Here we can simply calculate the number of titles purchased for each genre of media type since this reflects its popularity.
%%sql
SELECT g.name genre, COUNT(*) N°_purchased_tracks
FROM track t
JOIN genre g on g.genre_id = t.genre_id
JOIN invoice_line il on il.track_id = t.track_id
GROUP BY 1
ORDER BY 2 DESC
* sqlite:///chinook.db Done.
genre | N°_purchased_tracks |
---|---|
Rock | 2635 |
Metal | 619 |
Alternative & Punk | 492 |
Latin | 167 |
R&B/Soul | 159 |
Blues | 124 |
Jazz | 121 |
Alternative | 117 |
Easy Listening | 74 |
Pop | 63 |
Electronica/Dance | 55 |
Classical | 47 |
Reggae | 35 |
Hip Hop/Rap | 33 |
Heavy Metal | 8 |
Soundtrack | 5 |
TV Shows | 2 |
Drama | 1 |
Rock music is by far the most popular genre of music.

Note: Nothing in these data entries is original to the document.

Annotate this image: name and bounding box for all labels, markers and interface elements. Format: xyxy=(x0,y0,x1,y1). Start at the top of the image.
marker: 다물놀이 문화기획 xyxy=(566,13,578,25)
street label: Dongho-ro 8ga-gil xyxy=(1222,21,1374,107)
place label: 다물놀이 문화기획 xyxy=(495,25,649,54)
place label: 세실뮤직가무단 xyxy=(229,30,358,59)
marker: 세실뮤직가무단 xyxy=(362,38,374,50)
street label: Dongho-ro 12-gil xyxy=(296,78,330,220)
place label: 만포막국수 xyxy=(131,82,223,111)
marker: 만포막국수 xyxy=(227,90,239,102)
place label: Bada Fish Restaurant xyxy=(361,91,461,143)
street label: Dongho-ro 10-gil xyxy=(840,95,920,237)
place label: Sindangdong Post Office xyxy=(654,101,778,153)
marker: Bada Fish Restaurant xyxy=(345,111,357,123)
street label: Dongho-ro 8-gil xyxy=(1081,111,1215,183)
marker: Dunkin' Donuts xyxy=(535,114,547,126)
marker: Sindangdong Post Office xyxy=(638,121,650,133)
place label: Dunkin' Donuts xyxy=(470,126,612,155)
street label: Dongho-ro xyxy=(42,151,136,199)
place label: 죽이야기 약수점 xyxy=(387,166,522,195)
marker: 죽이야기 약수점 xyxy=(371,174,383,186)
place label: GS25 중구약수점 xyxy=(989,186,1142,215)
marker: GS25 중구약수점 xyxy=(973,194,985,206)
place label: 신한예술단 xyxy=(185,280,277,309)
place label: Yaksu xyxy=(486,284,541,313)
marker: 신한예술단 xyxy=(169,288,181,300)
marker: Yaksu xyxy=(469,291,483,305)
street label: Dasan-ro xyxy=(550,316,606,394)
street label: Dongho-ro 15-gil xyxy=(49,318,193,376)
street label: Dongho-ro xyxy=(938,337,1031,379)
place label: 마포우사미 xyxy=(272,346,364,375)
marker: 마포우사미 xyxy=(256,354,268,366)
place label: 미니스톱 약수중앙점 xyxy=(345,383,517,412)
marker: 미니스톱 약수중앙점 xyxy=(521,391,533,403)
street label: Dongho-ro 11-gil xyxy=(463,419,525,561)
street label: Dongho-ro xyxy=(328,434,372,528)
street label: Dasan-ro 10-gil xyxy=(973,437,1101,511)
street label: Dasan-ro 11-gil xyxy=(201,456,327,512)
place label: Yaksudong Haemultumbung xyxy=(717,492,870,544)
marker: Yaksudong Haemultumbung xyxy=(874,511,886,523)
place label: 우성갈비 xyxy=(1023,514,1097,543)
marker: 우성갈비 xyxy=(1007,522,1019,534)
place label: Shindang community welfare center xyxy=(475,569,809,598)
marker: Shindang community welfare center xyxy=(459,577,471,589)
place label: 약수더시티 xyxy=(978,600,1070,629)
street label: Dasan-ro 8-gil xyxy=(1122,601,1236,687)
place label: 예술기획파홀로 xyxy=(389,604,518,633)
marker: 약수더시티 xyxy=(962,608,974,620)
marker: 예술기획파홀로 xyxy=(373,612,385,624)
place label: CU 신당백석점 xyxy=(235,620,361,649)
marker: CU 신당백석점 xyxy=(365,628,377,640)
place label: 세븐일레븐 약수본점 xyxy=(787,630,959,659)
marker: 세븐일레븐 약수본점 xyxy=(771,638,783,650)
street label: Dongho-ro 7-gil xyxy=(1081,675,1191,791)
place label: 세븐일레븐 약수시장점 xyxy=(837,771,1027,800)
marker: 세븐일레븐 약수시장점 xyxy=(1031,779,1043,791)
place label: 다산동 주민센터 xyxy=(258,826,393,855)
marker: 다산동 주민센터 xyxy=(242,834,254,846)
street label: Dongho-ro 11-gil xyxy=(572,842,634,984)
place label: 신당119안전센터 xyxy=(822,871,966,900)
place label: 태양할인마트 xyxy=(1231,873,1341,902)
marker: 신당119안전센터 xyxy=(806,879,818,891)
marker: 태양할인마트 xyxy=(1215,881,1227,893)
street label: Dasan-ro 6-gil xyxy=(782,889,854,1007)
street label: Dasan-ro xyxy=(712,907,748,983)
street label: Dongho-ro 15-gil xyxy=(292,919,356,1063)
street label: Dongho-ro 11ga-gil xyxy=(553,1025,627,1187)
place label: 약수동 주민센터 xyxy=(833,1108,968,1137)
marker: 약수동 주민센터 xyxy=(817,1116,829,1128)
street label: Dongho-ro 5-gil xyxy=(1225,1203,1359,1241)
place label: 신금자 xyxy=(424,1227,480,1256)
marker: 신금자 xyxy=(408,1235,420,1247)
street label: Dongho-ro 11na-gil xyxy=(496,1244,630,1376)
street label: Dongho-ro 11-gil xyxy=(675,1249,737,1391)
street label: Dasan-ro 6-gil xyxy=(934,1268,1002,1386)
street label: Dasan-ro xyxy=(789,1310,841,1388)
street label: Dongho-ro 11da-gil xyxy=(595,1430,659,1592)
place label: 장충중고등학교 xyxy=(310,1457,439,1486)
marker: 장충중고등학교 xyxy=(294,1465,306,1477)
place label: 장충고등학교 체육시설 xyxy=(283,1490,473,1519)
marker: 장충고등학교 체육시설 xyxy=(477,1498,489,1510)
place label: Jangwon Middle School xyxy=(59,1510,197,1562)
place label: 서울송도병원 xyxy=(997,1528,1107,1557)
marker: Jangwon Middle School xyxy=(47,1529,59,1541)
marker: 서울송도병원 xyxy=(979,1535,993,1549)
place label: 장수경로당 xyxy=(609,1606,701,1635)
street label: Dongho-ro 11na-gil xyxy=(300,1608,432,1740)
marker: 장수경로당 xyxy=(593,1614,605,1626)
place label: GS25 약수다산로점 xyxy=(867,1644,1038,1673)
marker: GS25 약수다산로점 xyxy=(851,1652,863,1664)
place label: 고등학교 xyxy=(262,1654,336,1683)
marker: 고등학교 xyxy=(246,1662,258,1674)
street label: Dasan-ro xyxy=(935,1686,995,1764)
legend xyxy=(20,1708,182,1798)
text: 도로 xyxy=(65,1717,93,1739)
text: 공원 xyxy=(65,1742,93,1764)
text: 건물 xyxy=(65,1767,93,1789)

To answer this question we label each purchased track as "protected" if its media type name contains the word "protected" or "not protected" if it is not then we group the resulting table by label and calculating the number of tracks for each group. We recall that a protected media file is a media file with associated content usage rules that prevent a song, for example, from being copied or shared.
Let's find out first the different media types used in the Chinook database.
%%sql
SELECT DISTINCT(name)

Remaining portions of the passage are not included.